Las delegadas y delegados asistentes al Comité de la Mujer de IndustriALL Global Union hemos coincidido en que la mujer sigue ocupando un segundo plano y que aún debe vencer esta losa que viene arrastrando desde hace siglos. A este respecto, uno de los objetivos de los sindicatos debe centrarse en facilitar el camino para dar más protagonismo a la mujer hasta alcanzar un lugar similar al que ocupa el hombre. Reconocer el problema ya es un comienzo; de hecho, IndustriAll Global estableció en su último congreso que, en cualquier actividad y ámbito de la organización, el grado de participación de la mujer debería alcanzar el 40%. El camino hacia la igualdad ya se está recorriendo y hay regiones del mundo que lo están logrando merced a campañas específicas dirigidas a mujeres, pero también creando espacios de reflexión común con los hombres.

Frente a lo que pudiera parecer, el incremento de la participación de la mujer en Europa esta tropezando con cierta resistencia y por ello no alcanzamos el nivel comprometido. Esta resistencia da idea de hasta qué punto nuestra forma de entender la igualdad está obsoleta. En países más jóvenes y con muchas menos posibilidades, se está apostando por incorporar progresivamente a las mujeres, al contrario que en Europa, que ni siquiera alcanza el 30% comprometido en el congreso anterior.

Por desgracia, Europa carece de mujeres de referencia en nuestros sindicatos, y en el ámbito laboral en el que nos desenvolvemos tampoco hay referentes. Esta ausencia hace más difícil que las mujeres tomemos conciencia de la necesidad que tenemos de abrirnos paso tanto en nuestros sectores como en nuestras organizaciones. Por ello debemos hacer un esfuerzo y avanzar en el camino hacia ese 40% de representación y lanzar un mensaje a nuestras hijas para que ellas puedan tener mejores oportunidades y más cuotas igualdad.

Barreras similares

El comité hemos tratado también sobre las barreras que dificultan el acceso de la mujer al empleo en los sectores que integran IndustriALL, barreras que son también muy similares en todos los países. La precariedad laboral que se ha instalado en Europa impulsada por unas políticas neoliberales feroces y retrógradas, se van extendiendo al resto de países de IndustriAL y afectan muy especialmente a las mujeres, poniendo trabas a su acceso al mercado laboral en igualdad de condiciones, ampliando la brecha salarial (como en el caso de España), forzando la pérdida de derechos que creíamos consolidados, y sufriendo, en general, los efectos más negativos de las reformas laborales que se han impuesto en buena parte de los países con la excusa de la crisis y que no se está logrando recuperar los derechos perdidos.

Además, aún existen barreras históricas y culturales, y en algunos casos hasta legales, que impiden a las mujeres dedicarse a ciertas actividades exclusivas de hombres.
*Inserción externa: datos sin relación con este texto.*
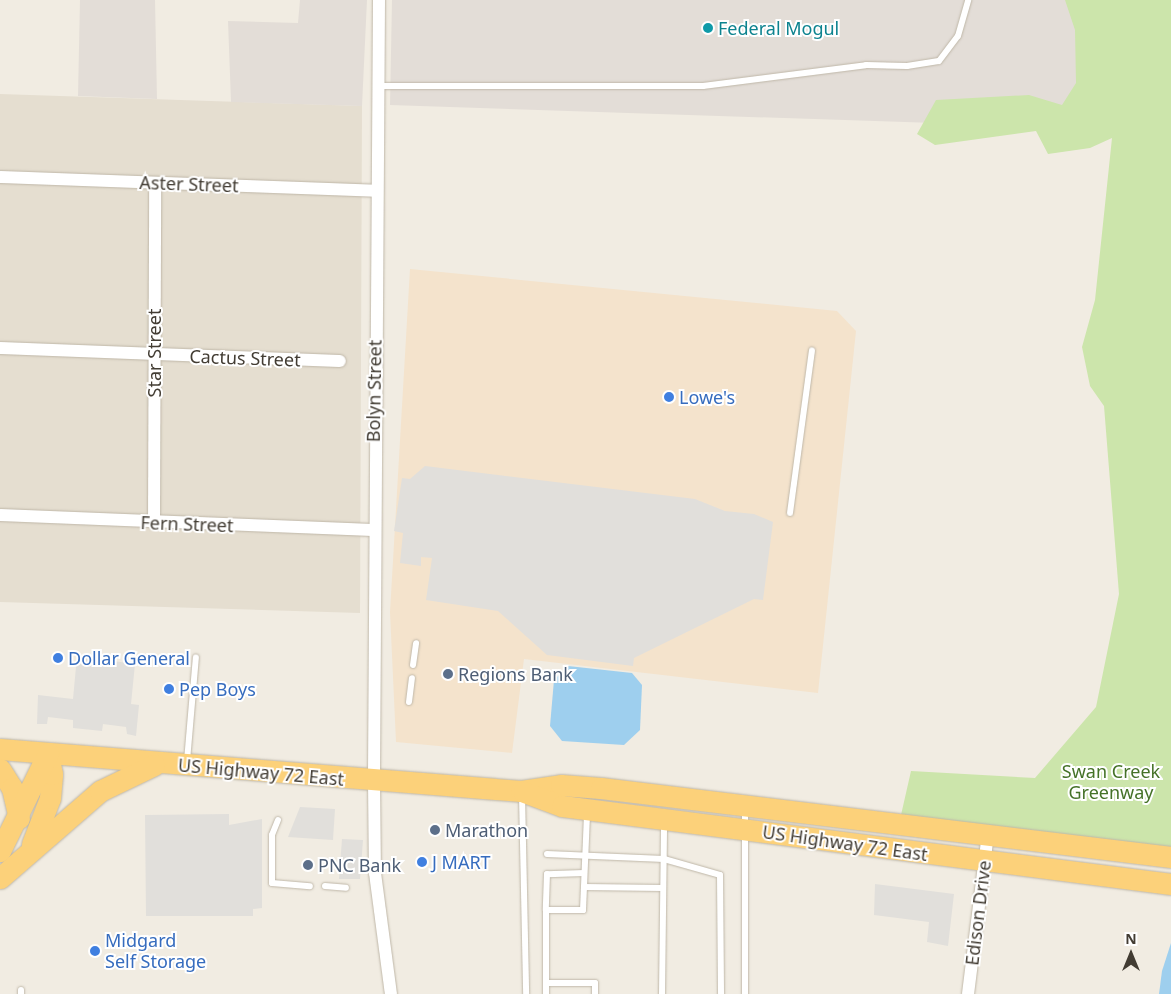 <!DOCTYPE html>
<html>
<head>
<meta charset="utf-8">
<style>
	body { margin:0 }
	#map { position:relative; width:1171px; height:994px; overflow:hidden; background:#f1ece2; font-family:"Noto Sans",sans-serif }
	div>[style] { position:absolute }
	.residential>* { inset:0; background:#e5ded0 }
	.commercial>* { inset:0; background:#f4e3cc }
	.industrial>* { inset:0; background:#e3ddd7 }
	.green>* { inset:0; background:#cce5ab }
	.parking>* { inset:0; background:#e1dfdb }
	.water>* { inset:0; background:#9ecfee }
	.roads { filter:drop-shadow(0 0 1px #bfb7a8) drop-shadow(0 0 1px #bfb7a8) }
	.service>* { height:6px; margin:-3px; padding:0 3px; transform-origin:3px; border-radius:3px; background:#fff }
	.minor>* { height:12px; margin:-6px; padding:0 6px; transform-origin:6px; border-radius:6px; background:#fff }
	.trunk>* { height:21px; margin:-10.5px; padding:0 10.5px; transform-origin:10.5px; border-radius:10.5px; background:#fcd17a }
	.dots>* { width:14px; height:14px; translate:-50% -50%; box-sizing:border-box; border:2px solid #fff; border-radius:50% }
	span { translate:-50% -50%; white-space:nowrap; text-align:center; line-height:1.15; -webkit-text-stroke:4px #fff; paint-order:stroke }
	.culture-label { font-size:18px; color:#0d838f }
	.left { translate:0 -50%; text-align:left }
	.street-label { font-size:18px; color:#423c33 }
	.shop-label { font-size:18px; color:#366cbe }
	.service-label { font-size:18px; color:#4e5e75 }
	.park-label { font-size:18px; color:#457228 }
	.north { position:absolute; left:1106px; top:929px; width:50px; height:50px; -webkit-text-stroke:4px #fff; paint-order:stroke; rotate:0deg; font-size:14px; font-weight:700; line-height:20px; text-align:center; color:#423c33 }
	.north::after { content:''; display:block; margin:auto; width:18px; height:22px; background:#423c33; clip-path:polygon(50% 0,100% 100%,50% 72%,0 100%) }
</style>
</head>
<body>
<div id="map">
	<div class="residential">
		<i style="clip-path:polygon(0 94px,362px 106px,360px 613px,0 602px)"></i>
	</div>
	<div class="commercial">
		<i style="clip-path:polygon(410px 269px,837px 311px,856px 331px,818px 693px,524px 659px,512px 753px,396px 742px,390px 612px)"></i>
	</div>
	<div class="industrial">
		<i style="clip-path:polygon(80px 0,155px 0,157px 99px,78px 96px)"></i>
		<i style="clip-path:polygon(300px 0,367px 0,362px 106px,231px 102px,228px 21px,298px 23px)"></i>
		<i style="clip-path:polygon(392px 0,1066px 0,1113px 129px,390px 105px)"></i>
	</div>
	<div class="green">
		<i style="clip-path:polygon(1065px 0,1171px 0,1171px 851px,901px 815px,911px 771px,1035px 778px,1096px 707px,1119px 594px,1104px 406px,1090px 386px,1082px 347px,1095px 300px,1112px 138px,1090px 148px,1048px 154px,1036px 131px,935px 145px,917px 134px,936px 100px,1029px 95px,1062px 105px,1076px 83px,1075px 30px)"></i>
	</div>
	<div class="parking">
		<i style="clip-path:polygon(425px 466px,695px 499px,725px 511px,754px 514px,773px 522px,763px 600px,754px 599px,634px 658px,633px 666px,547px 655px,498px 611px,426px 600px,432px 558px,421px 557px,421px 566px,400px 563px,403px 533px,394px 531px,402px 478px,410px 479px)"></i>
		<i style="clip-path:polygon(77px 656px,135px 664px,131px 704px,139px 705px,136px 736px,127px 734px,126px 727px,103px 724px,102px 731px,73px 728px,73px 720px,48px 717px,47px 724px,37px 724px,38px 695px,73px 699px)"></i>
		<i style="clip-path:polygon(300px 807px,335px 809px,333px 840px,288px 837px)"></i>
		<i style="clip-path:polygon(229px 814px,229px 825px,262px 819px,262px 908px,253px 909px,253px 916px,146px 916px,145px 815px)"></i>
		<i style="clip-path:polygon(342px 839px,363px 840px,360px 879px,339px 879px)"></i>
		<i style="clip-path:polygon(875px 884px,954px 894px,948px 946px,927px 942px,929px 922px,874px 915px)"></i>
	</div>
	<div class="water">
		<i style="clip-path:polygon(568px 666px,632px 673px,642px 685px,640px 730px,624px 745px,562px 741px,550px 726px,554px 680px)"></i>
		<i style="clip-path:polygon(1171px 943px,1171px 994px,1159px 994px,1162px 971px)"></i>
	</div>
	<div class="roads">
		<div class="service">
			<i style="left:378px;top:86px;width:325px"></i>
			<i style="left:703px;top:86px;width:164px;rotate:-7.3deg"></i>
			<i style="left:866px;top:65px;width:41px;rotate:1.4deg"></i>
			<i style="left:907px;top:66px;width:32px;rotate:-9deg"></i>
			<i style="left:939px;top:61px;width:31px;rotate:-53deg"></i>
			<i style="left:958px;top:36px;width:37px;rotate:-74deg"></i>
			<i style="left:790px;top:513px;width:164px;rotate:-82.3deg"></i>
			<i style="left:413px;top:665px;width:22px;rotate:-82deg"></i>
			<i style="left:409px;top:702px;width:24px;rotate:-83deg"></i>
			<i style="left:187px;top:761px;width:104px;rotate:-85.1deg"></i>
			<i style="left:522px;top:795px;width:199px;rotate:88.8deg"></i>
			<i style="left:745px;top:808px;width:186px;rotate:90deg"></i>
			<i style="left:278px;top:820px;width:16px;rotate:112deg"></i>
			<i style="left:272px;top:835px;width:48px;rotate:90deg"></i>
			<i style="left:272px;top:883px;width:38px;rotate:5deg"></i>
			<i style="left:547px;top:854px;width:117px;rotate:2.4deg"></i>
			<i style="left:664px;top:859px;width:58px;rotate:15.9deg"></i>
			<i style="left:720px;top:875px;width:119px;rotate:89.5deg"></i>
			<i style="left:584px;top:873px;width:37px;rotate:178deg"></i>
			<i style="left:547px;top:874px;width:36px;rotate:92deg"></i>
			<i style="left:546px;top:910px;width:37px"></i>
			<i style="left:583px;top:910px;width:97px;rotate:-87.6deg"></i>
			<i style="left:325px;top:886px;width:21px;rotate:5deg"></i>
			<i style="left:584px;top:887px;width:79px;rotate:0.7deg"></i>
			<i style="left:546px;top:983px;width:49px"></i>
			<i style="left:595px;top:983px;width:11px;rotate:90deg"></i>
			<i style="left:21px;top:994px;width:4px;rotate:-90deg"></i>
			<i style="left:546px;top:994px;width:84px;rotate:-90deg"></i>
			<i style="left:662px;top:994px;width:171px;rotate:-89.3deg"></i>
		</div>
		<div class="minor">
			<i style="left:379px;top:0;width:781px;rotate:90.37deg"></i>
			<i style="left:374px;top:781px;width:92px;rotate:89.4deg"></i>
			<i style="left:375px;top:873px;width:122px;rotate:82.5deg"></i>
			<i style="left:0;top:177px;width:377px;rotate:2.1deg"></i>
			<i style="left:0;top:348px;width:340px;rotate:2.2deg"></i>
			<i style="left:0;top:515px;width:373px;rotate:2.3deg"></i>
			<i style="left:154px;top:523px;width:340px;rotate:-89.8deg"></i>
			<i style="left:968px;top:994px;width:162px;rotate:-82.9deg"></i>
		</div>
		<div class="trunk">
			<i style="left:0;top:749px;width:523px;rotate:4.61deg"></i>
			<i style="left:521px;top:791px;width:40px;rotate:-8.5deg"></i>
			<i style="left:561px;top:785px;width:40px;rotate:4.3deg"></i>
			<i style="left:601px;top:788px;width:574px;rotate:6.9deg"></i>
			<i style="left:0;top:769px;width:22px;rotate:58deg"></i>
			<i style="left:12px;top:788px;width:31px;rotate:77deg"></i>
			<i style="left:524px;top:792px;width:40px;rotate:20.2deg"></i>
			<i style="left:562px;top:806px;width:614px;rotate:7.3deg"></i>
			<i style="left:32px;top:844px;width:49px;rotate:-68.6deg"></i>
			<i style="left:50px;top:798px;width:24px;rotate:-85deg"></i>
			<i style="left:52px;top:774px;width:21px;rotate:-101deg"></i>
			<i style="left:0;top:851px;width:109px;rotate:-63.9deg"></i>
			<i style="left:0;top:878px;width:133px;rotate:-41deg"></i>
			<i style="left:100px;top:791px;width:60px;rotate:-25.7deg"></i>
		</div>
	</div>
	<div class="dots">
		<i style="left:708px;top:28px;background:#0f9aa8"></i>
		<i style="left:669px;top:397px;background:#3f7fe0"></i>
		<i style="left:58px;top:658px;background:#3f7fe0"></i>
		<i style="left:448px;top:674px;background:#5c6f8a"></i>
		<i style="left:169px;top:689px;background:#3f7fe0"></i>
		<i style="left:435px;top:830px;background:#5c6f8a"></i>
		<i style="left:422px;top:862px;background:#3f7fe0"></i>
		<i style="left:308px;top:865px;background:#5c6f8a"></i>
		<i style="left:95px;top:951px;background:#3f7fe0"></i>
	</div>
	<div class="culture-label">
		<span class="left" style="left:718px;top:28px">Federal Mogul</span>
	</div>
	<div class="street-label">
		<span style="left:189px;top:184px;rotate:2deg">Aster Street</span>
		<span style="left:154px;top:353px;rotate:-90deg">Star Street</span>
		<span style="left:245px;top:358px;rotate:2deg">Cactus Street</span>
		<span style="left:374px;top:391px;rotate:-89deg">Bolyn Street</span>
		<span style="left:187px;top:524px;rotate:2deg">Fern Street</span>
		<span style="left:261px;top:772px;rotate:5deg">US Highway 72 East</span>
		<span style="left:845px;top:843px;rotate:8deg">US Highway 72 East</span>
		<span style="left:978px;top:913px;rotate:-83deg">Edison Drive</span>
	</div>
	<div class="shop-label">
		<span class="left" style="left:679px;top:397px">Lowe's</span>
		<span class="left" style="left:68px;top:658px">Dollar General</span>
		<span class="left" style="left:179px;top:689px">Pep Boys</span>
		<span class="left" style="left:432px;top:862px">J MART</span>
		<span class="left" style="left:105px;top:951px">Midgard<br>Self Storage</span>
	</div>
	<div class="service-label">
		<span class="left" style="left:458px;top:674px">Regions Bank</span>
		<span class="left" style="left:445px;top:830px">Marathon</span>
		<span class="left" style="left:318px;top:865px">PNC Bank</span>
	</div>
	<div class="park-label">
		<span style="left:1111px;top:782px">Swan Creek<br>Greenway</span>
	</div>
	<div class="north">N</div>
</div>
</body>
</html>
Las barreras adquieren múltiples formas: las hay de seguridad y salud (que no se justifican); en otras prevalece la sobreprotección o la sobreexigencia, de forma que las mujeres o son tratadas como niños o tienen que demostrar cada día su capacidad y cualificación; en otros casos son las propias mujeres las que se autoimponen barreras forzadas por situaciones de violencia o acoso laboral que han sufrido en el trabajo mientras los causantes siguen indemnes.

Y por último, y no menos importante, hemos analizado también la prevalencia del lenguaje sexista, en cómo históricamente lo femenino está minusvalorado y los masculino supervalorado, y en cómo debemos superar estas barreras culturales que se aceptan como algo habitual e impregnan algo tan sutil y transcente como el propio lenguaje. Romper las barreras signfiica también, y en nuestro caso, transformar el lenguaje que utilizamos para expresarnos y hacerlo más inclusivo.

Para finalizar me quedo una frase muy significativa de la compañera de Zambia, Yuyi SIKANANU: “si no hay mujeres tendrán que encontrarlas”.